概要:09年のベルリン国際映画祭で銀熊賞(監督賞)に輝いたイラン作品。監督・脚本はアスガー・ファルハディという日本ではあんまり知られていない方。
 テヘランからほど近いカスピ海沿岸のリゾート地に週末旅行へとやって来たセピデー(ゴルシフテ・ファラハニ)たち3組の家族。そこに、セピデーに誘われ、たった一人で参加した若い女性、エリ(タラネ・アリシュスティ)がいた。セピデーには、エリに離婚したばかりの友人アーマド(シャハブ・ホセイニ)を紹介するという思惑があったのだ。しかし翌日、エリは海岸で忽然と姿を消してしまう。事故か、それとも何も言わず帰ってしまったのか。必死の捜索が進む中、唯一彼女と面識のあったセピデーさえ彼女の本名を知らず、誰もエリのことを何一つ知らなかったことが明らかとなってくるのだが…。
"allcinema online"より抜粋)


 本作のテーマは「嘘」。我々は嘘で塗り固められた、真実無き『マトリックス』のような世界に生き、そこで真実を見ない事により毎日を楽しく暮らしている。
 冒頭に「神に誓って」という、真実を述べる際にも使用される旨の文句が表示されるが、あれはイスラーム系の国家の映画にはよくあるものなのでしょうか? とにかくその文句がとんでもない皮肉となっている映画であった。


 ポストの中からの視点という「外部の更に外部」から覗いた視点から始まる本作は、物語の表層(上っ面)をなぜるように始まり次第に中心部へと向かっていく構成である。

 前半、エリが行方不明になるまで本作は掴みどころがない。例えば、食事シーンにて食べ物を撮さず食べている人だけを撮す。更には凧をあげるシーンでも凧そのものは撮さず、凧をあげるエリばかり撮す。パッと見なにをしているかよくわからないのだ。
 そもそも主人公たちが何故旅をしているのかもよく分からない。
 また観客は主人公たちが何を楽しんでいるのかよく分からないまま彼らがレジャーを楽しんだり、車で大声で叫んだりダンスを踊ったりする様を見る。
 このようにこの映画は前半物語を上辺でしか描かないのだ。だから捉えどころが見つからない。

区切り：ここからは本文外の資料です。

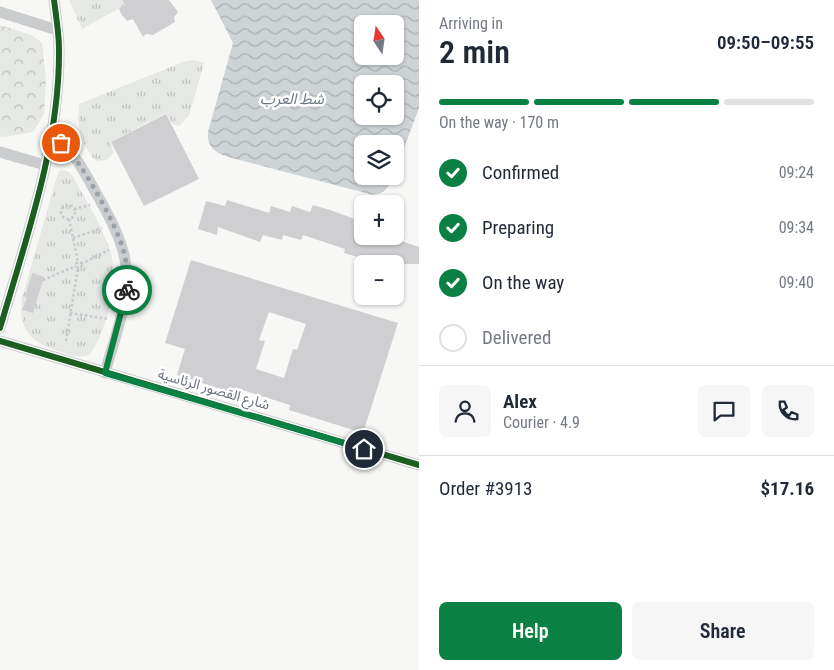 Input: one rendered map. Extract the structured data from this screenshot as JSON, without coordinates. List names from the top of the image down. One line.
{"streets":{"street":["شارع القصور الرئاسية"]},"water":["شط العرب"],"north":"top","page":{"heading":["2 min","Arriving in","09:50–09:55"],"panel":["Alex","Courier · 4.9","Order #3913","$17.16"],"map_buttons":["+","−"],"bar":"On the way · 170 m","list":[["Confirmed","09:24"],["Preparing","09:34"],["On the way","09:40"],"Delivered"],"buttons":["Help","Share"]}} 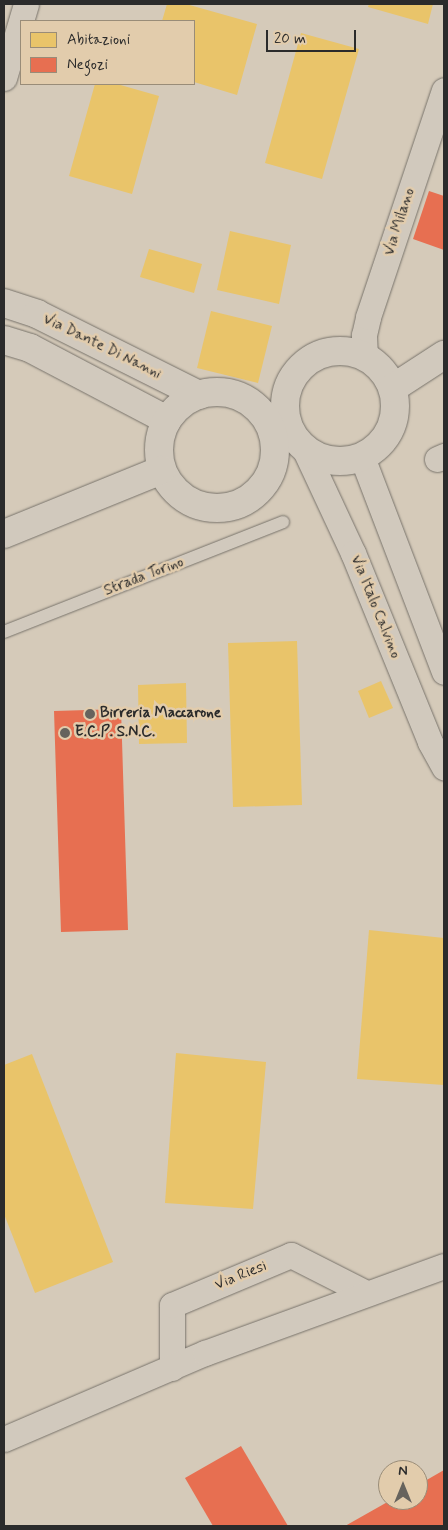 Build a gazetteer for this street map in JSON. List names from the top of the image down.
{
  "streets": {
    "street": [
      "Via Milano",
      "Via Dante Di Nanni",
      "Via Italo Calvino",
      "Via Riesi"
    ],
    "lane": ["Strada Torino"]
  },
  "crossings": [
    ["Via Milano", "Via Italo Calvino"]
  ],
  "places": ["Birreria Maccarone", "E.C.P. S.N.C."],
  "legend": ["Abitazioni", "Negozi"],
  "scale_bar": "20 m",
  "north": "top"
} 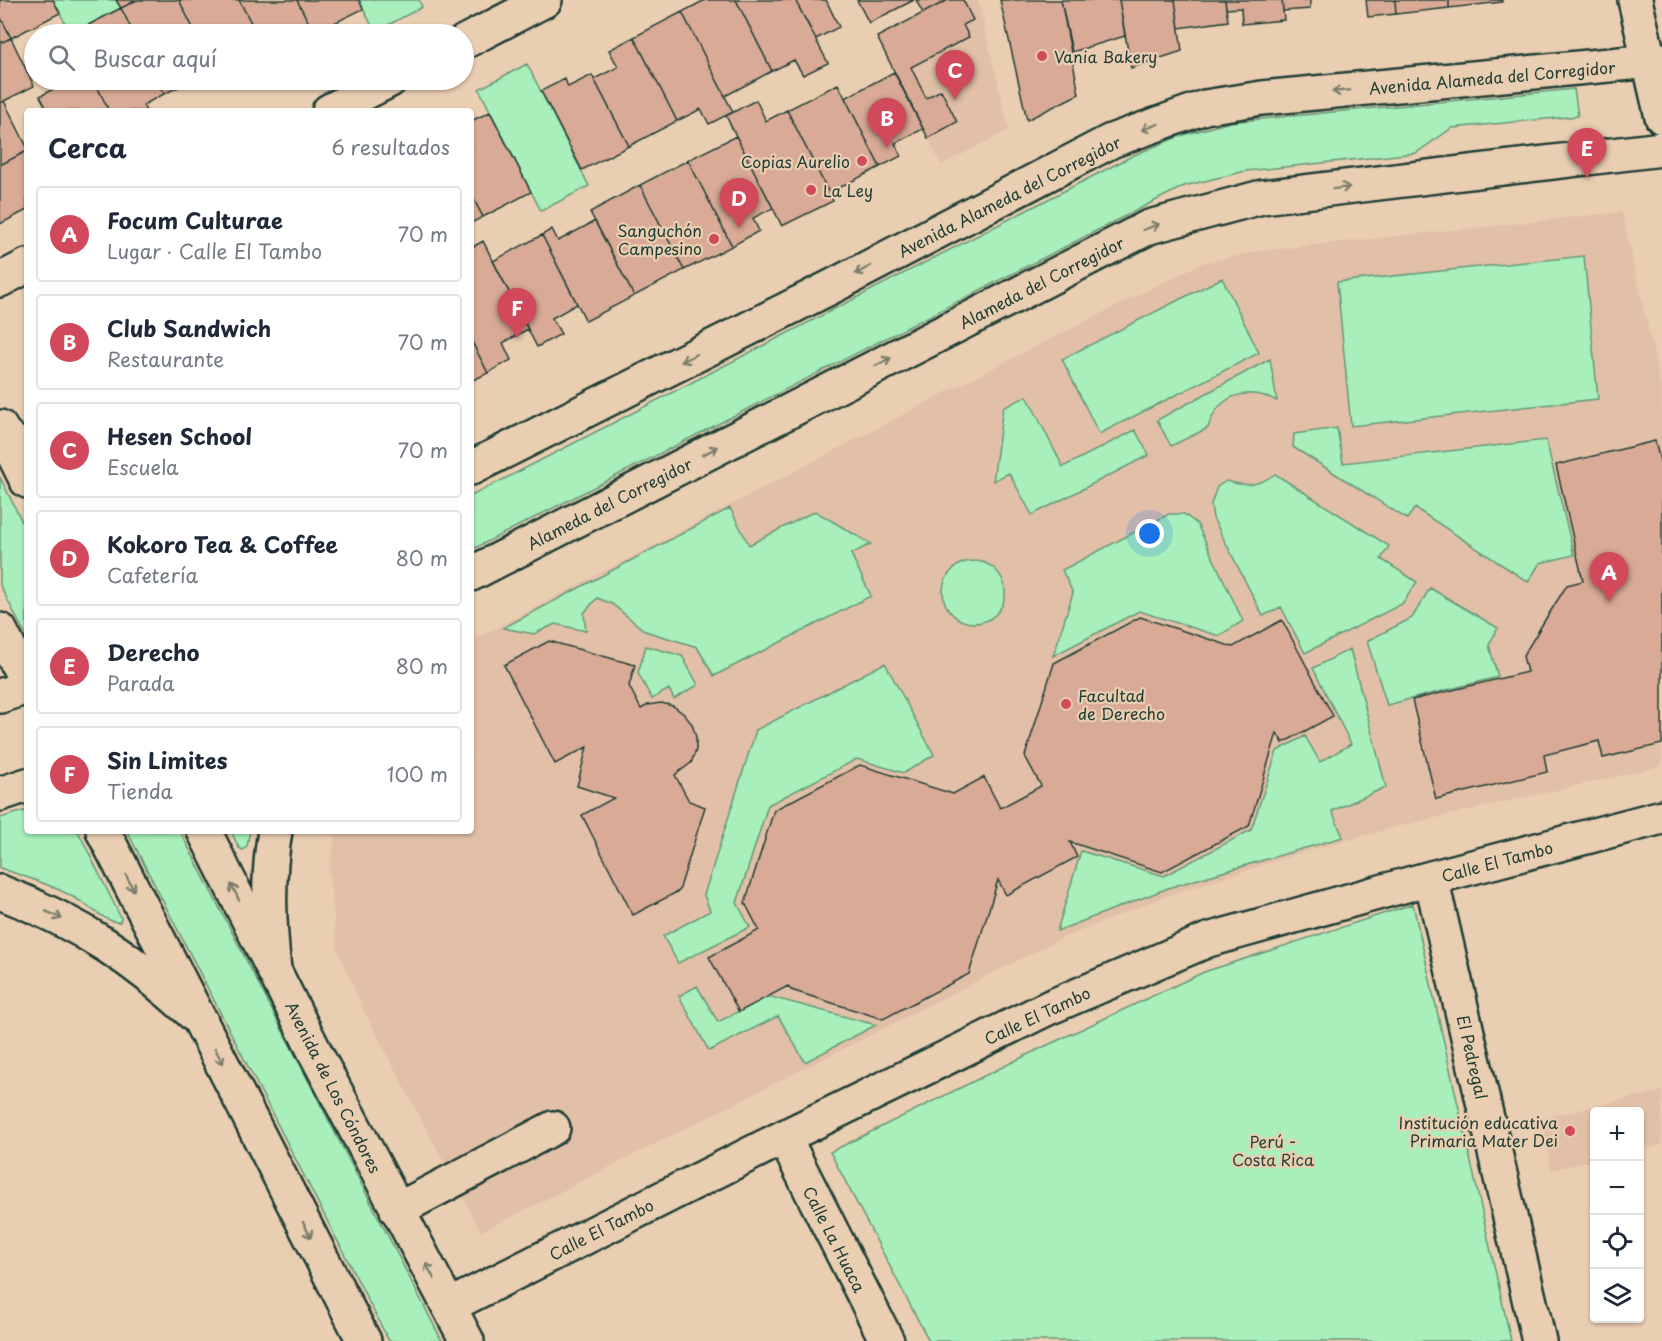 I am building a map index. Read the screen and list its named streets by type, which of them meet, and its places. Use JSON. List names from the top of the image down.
{
  "streets": {
    "street": [
      "Avenida Alameda del Corregidor",
      "Alameda del Corregidor",
      "Calle El Tambo",
      "El Pedregal",
      "Avenida de Los Cóndores",
      "Calle La Huaca"
    ]
  },
  "crossings": [
    ["Calle El Tambo", "El Pedregal"],
    ["Calle El Tambo", "Avenida de Los Cóndores"],
    ["Calle El Tambo", "Calle La Huaca"]
  ],
  "one_way": ["Avenida Alameda del Corregidor", "Alameda del Corregidor"],
  "parks": ["Perú - Costa Rica"],
  "places": [
    "Vania Bakery",
    "Copias Aurelio",
    "La Ley",
    "Sanguchón Campesino",
    "Facultad de Derecho",
    "Institución educativa Primaria Mater Dei"
  ],
  "page": {
    "search": "Buscar aquí",
    "pins": [
      "C",
      "B",
      "E",
      "D",
      "F",
      "A"
    ],
    "heading": ["Cerca", "6 resultados"],
    "list": [
      {
        "mark": "A",
        "name": "Focum Culturae",
        "note": "Lugar · Calle El Tambo",
        "value": "70 m"
      },
      {
        "mark": "B",
        "name": "Club Sandwich",
        "note": "Restaurante",
        "value": "70 m"
      },
      {
        "mark": "C",
        "name": "Hesen School",
        "note": "Escuela",
        "value": "70 m"
      },
      {
        "mark": "D",
        "name": "Kokoro Tea & Coffee",
        "note": "Cafetería",
        "value": "80 m"
      },
      {
        "mark": "E",
        "name": "Derecho",
        "note": "Parada",
        "value": "80 m"
      },
      {
        "mark": "F",
        "name": "Sin Limites",
        "note": "Tienda",
        "value": "100 m"
      }
    ],
    "map_buttons": ["+", "−"]
  }
} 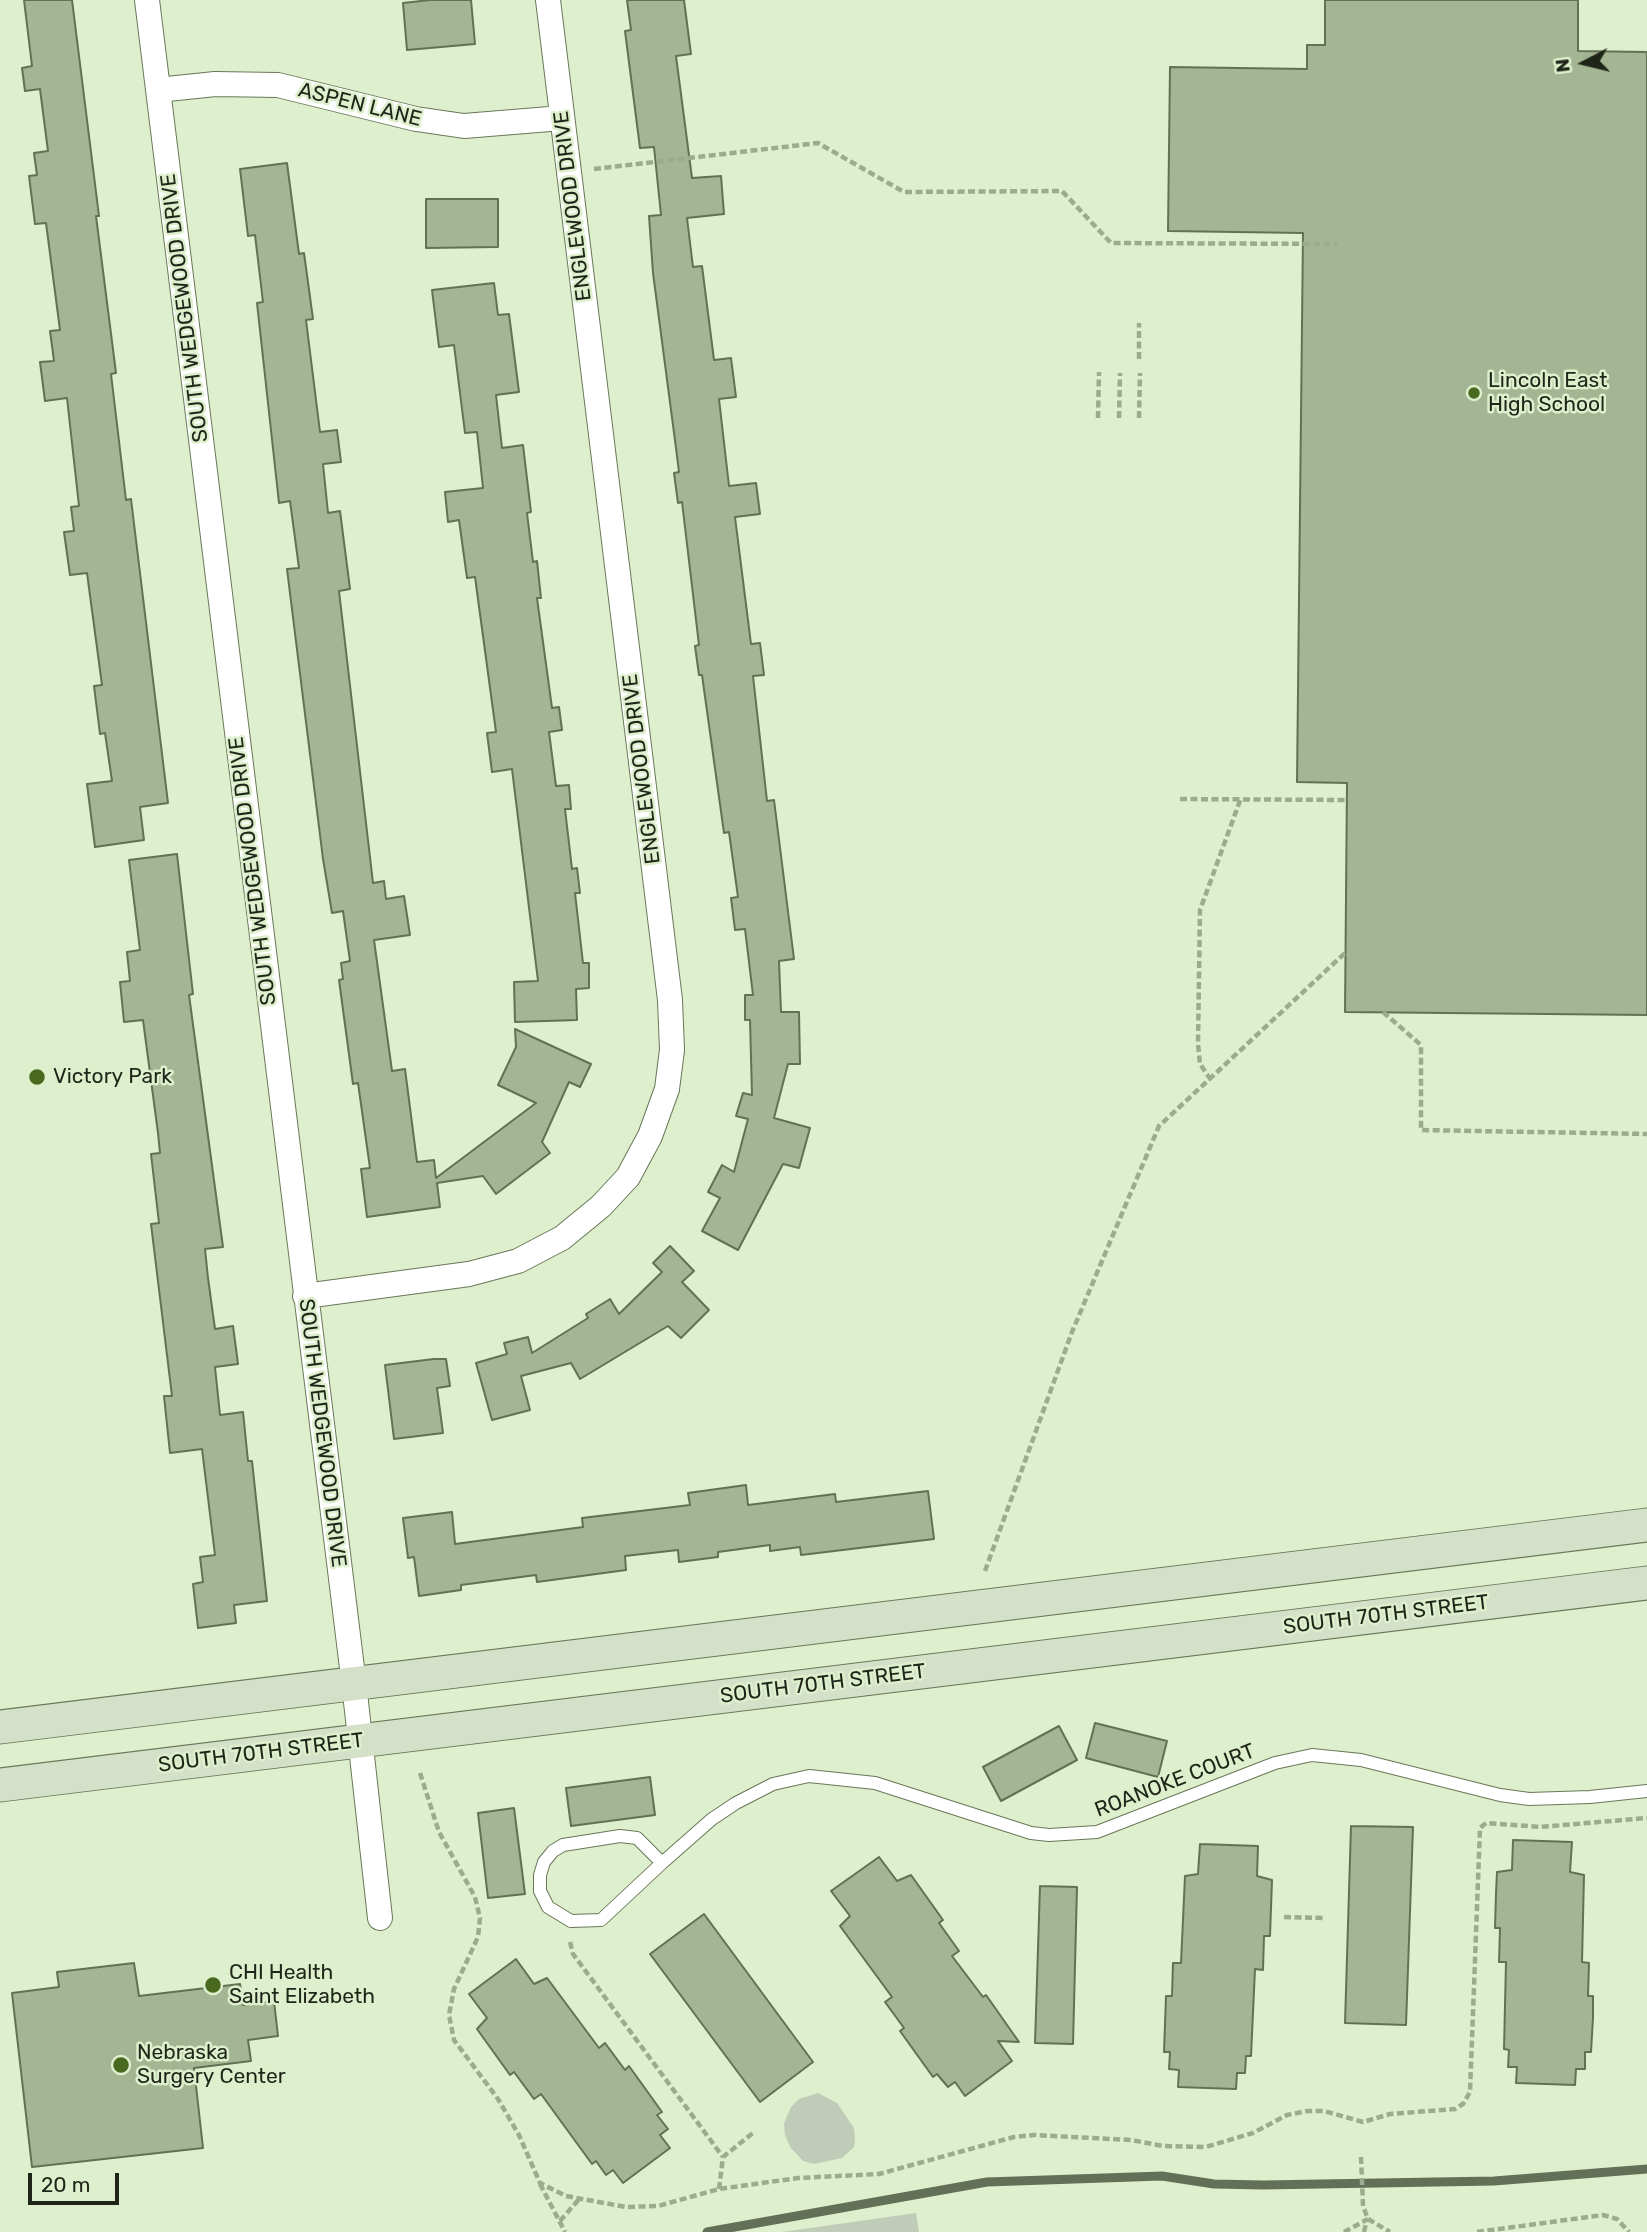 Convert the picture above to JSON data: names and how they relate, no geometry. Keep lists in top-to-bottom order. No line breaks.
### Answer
{"streets":{"main road":["SOUTH 70TH STREET"],"street":["ASPEN LANE","ENGLEWOOD DRIVE","SOUTH WEDGEWOOD DRIVE"],"lane":["ROANOKE COURT"]},"crossings":[["ASPEN LANE","ENGLEWOOD DRIVE"],["ASPEN LANE","SOUTH WEDGEWOOD DRIVE"],["ENGLEWOOD DRIVE","SOUTH WEDGEWOOD DRIVE"],["SOUTH WEDGEWOOD DRIVE","SOUTH 70TH STREET"]],"places":["Lincoln East High School","Victory Park","CHI Health Saint Elizabeth","Nebraska Surgery Center"],"scale_bar":"20 m","north":"left"} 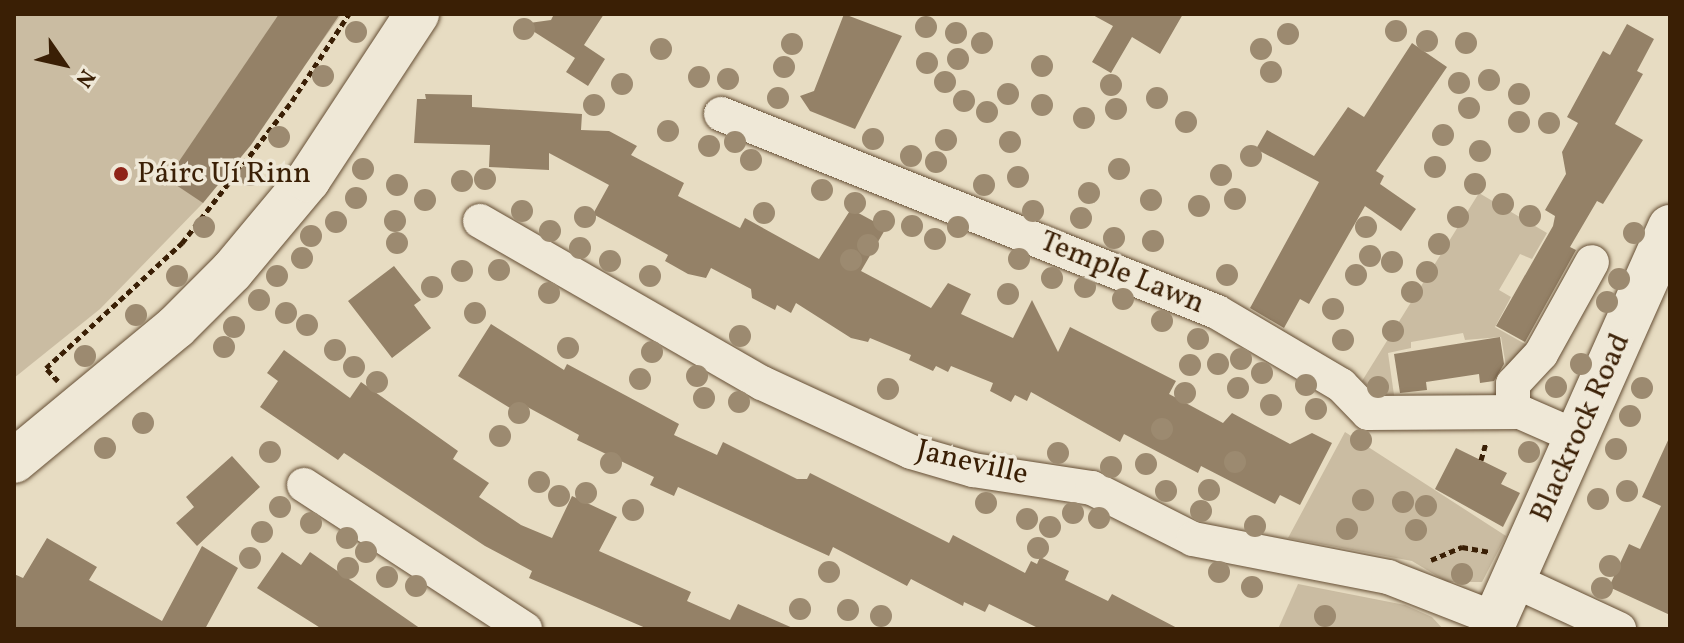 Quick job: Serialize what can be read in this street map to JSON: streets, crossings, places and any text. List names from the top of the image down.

 中版にて子供の一人が海に溺れ、エリが行方不明になってから物語は周縁のみをなぞるような展開をやめ、次第に中心部へ動きだす素振りを見せる
 人(エリ)の生死が関わる問題に触れ、冒頭の和気あいあいとした様子とは一変して登場人物一行の責任のなすりつけあいや自己嫌悪などが始まり、今まで見ないようにしていた「嘘をついている」という事が露になることで、彼らの生々しい人間性(上っ面ではないもの)が出始める。
 しかしながら一方で「エリに婚約者がいるのを知っていた」などの、場合によっては責任の比重がぐっとのしかかってしまうような肝心な嘘は皆つき続ける。なぜなら「嘘」とは人が人として社会で生きるために必要な面子や尊厳を守る効果のあるコミュニケーションツールであるからだ。だが、彼らは嘘を嘘で上塗りし、それによってなんとか最悪の状態は避けようとすればするけれども、結果話はどんどんこんがらがってくる。ここら辺、三谷幸喜が喜びそうな、とってつけた嘘スパイラルのような、かなりコメディみたいな展開なんだけれどもユーモラスかつギリギリシリアスに展開していく人間ドラマがかなり見応えありました。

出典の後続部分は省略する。